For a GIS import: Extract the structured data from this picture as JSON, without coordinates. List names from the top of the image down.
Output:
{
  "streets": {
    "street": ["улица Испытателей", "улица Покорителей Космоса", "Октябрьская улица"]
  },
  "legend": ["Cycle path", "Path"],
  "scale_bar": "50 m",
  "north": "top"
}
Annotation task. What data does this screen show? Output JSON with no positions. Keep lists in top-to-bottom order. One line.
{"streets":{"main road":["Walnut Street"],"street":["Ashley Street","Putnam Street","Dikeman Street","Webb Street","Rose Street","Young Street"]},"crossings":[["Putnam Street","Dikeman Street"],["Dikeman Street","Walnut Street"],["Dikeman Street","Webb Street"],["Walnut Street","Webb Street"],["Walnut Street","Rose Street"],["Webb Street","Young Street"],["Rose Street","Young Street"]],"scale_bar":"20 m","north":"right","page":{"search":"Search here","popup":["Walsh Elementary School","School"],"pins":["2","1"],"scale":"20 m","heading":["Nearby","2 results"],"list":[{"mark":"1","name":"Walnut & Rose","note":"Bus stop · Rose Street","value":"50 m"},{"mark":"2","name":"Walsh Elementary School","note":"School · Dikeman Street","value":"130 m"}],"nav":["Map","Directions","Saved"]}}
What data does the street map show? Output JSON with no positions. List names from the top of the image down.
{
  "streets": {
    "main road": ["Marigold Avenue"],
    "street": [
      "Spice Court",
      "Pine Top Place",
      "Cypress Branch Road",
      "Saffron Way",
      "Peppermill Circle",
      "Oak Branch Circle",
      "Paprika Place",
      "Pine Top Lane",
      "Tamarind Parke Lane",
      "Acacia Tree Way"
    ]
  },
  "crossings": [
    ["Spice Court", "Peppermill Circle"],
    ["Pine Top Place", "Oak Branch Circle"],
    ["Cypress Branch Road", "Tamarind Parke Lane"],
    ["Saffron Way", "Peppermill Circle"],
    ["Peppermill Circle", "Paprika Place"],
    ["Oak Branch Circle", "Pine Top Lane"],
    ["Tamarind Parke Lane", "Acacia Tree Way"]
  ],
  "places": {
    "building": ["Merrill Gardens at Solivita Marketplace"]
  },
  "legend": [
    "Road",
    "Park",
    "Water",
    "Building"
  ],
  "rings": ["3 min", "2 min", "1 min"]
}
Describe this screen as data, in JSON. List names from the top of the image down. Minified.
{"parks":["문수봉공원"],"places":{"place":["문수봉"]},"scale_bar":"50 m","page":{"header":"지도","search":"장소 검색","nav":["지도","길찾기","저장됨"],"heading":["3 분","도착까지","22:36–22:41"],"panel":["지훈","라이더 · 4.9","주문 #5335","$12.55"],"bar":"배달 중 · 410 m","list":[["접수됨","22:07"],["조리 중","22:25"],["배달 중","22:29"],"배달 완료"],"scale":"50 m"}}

####################

TRY IT:
Take every line from the one containing "Describe this screen" to the end of the listing and output it exactly, with nothing else.

SOLUTION FOR THIS TASK:
Describe this screen as data, in JSON. List names from the top of the image down. Minified.
{"parks":["문수봉공원"],"places":{"place":["문수봉"]},"scale_bar":"50 m","page":{"header":"지도","search":"장소 검색","nav":["지도","길찾기","저장됨"],"heading":["3 분","도착까지","22:36–22:41"],"panel":["지훈","라이더 · 4.9","주문 #5335","$12.55"],"bar":"배달 중 · 410 m","list":[["접수됨","22:07"],["조리 중","22:25"],["배달 중","22:29"],"배달 완료"],"scale":"50 m"}}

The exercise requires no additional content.